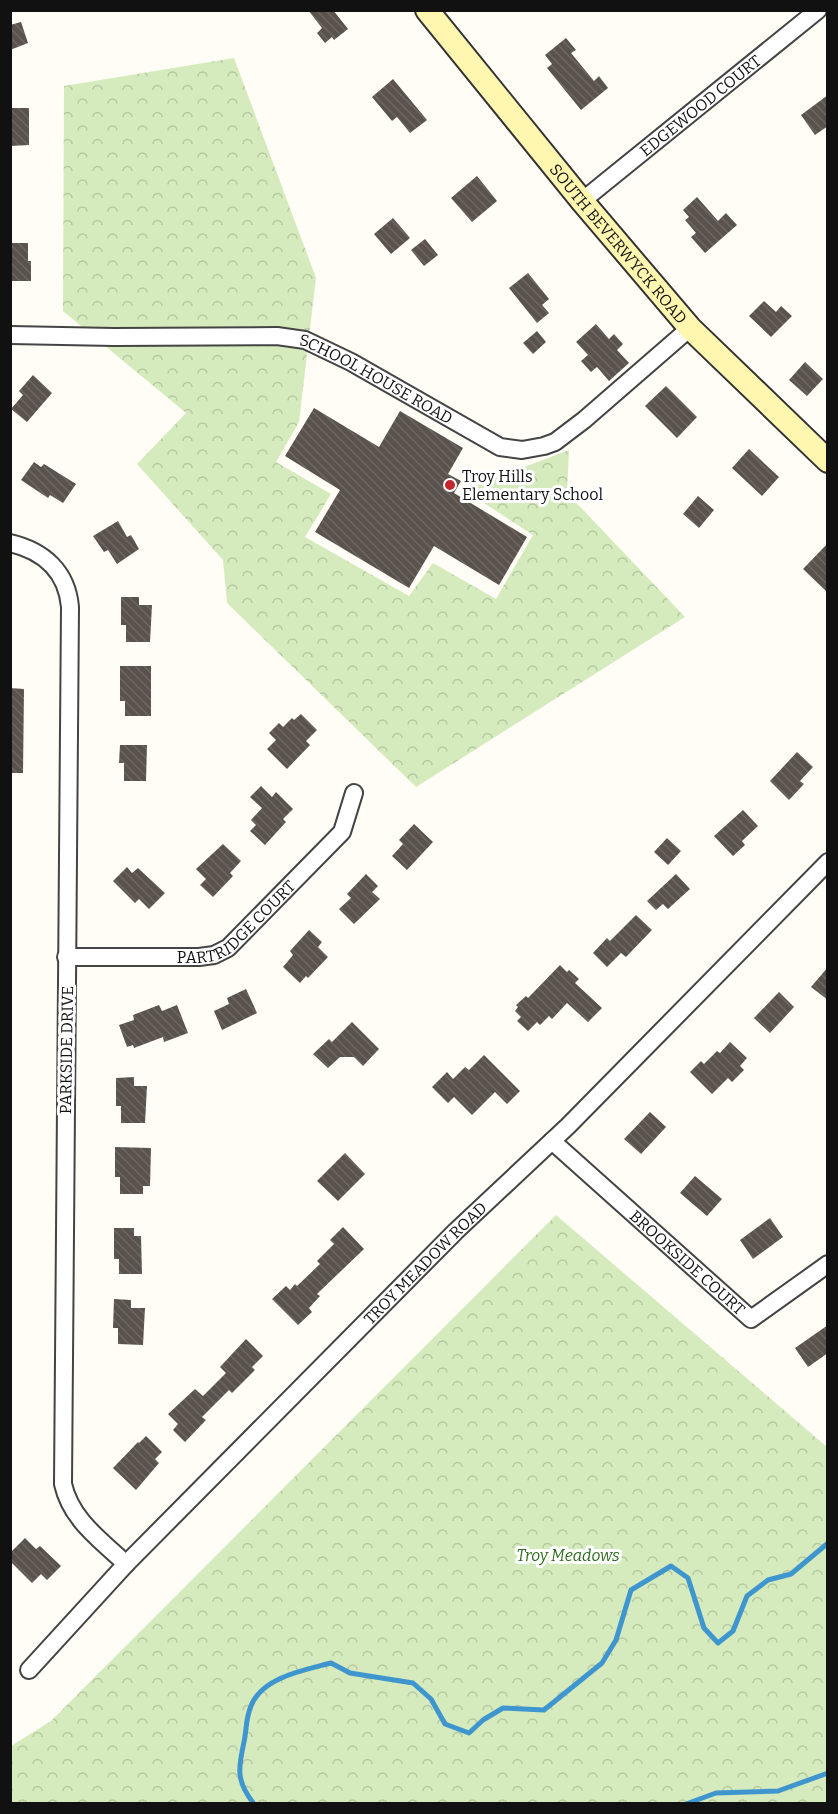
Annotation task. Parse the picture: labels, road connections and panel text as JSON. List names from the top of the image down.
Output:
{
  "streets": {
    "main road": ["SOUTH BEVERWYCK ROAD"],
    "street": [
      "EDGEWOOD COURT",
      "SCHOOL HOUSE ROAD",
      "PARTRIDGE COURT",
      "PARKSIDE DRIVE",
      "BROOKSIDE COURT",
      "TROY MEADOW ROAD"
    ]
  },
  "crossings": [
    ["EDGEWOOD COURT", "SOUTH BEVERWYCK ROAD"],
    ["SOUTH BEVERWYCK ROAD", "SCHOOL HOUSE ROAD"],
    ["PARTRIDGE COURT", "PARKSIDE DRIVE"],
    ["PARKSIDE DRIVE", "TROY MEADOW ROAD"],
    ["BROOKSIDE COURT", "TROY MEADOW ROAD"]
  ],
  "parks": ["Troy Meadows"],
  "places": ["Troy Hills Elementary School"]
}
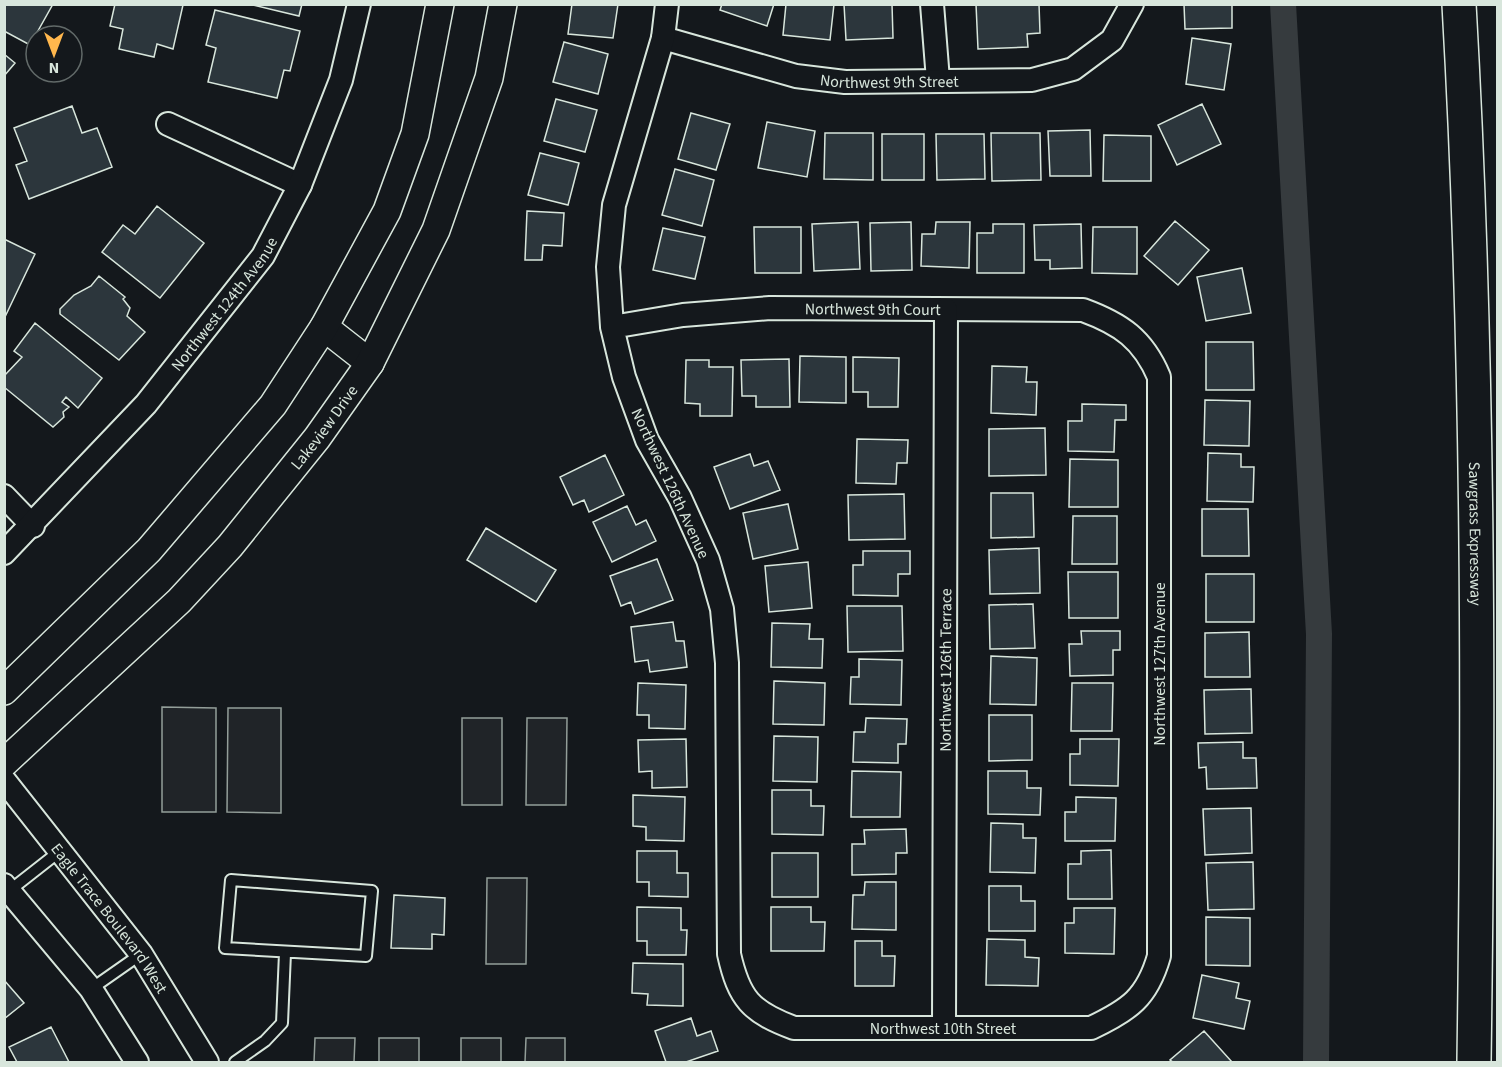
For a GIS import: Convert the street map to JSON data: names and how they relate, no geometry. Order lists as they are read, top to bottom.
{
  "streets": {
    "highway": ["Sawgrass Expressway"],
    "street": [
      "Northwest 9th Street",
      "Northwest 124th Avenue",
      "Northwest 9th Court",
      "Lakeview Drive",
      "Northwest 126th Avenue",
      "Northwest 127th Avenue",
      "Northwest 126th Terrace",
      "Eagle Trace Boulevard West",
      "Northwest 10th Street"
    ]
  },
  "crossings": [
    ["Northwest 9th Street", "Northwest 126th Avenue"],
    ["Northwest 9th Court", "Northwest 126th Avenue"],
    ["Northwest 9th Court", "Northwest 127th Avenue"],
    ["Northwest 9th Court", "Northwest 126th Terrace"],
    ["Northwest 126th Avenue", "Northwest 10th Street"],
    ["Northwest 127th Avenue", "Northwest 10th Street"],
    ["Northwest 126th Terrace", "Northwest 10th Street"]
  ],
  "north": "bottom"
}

---

Write out all the entries precisely as given, omitting each image.

Annotation task. Parse the picture: labels, road connections and panel text as JSON. List names from the top of the image down.
Output:
{
  "streets": {
    "main road": ["SOUTH BEVERWYCK ROAD"],
    "street": [
      "EDGEWOOD COURT",
      "SCHOOL HOUSE ROAD",
      "PARTRIDGE COURT",
      "PARKSIDE DRIVE",
      "BROOKSIDE COURT",
      "TROY MEADOW ROAD"
    ]
  },
  "crossings": [
    ["EDGEWOOD COURT", "SOUTH BEVERWYCK ROAD"],
    ["SOUTH BEVERWYCK ROAD", "SCHOOL HOUSE ROAD"],
    ["PARTRIDGE COURT", "PARKSIDE DRIVE"],
    ["PARKSIDE DRIVE", "TROY MEADOW ROAD"],
    ["BROOKSIDE COURT", "TROY MEADOW ROAD"]
  ],
  "parks": ["Troy Meadows"],
  "places": ["Troy Hills Elementary School"]
}
For a GIS import: Convert the street map to JSON data: names and how they relate, no geometry. Order lists as they are read, top to bottom.
{
  "streets": {
    "highway": ["Sawgrass Expressway"],
    "street": [
      "Northwest 9th Street",
      "Northwest 124th Avenue",
      "Northwest 9th Court",
      "Lakeview Drive",
      "Northwest 126th Avenue",
      "Northwest 127th Avenue",
      "Northwest 126th Terrace",
      "Eagle Trace Boulevard West",
      "Northwest 10th Street"
    ]
  },
  "crossings": [
    ["Northwest 9th Street", "Northwest 126th Avenue"],
    ["Northwest 9th Court", "Northwest 126th Avenue"],
    ["Northwest 9th Court", "Northwest 127th Avenue"],
    ["Northwest 9th Court", "Northwest 126th Terrace"],
    ["Northwest 126th Avenue", "Northwest 10th Street"],
    ["Northwest 127th Avenue", "Northwest 10th Street"],
    ["Northwest 126th Terrace", "Northwest 10th Street"]
  ],
  "north": "bottom"
}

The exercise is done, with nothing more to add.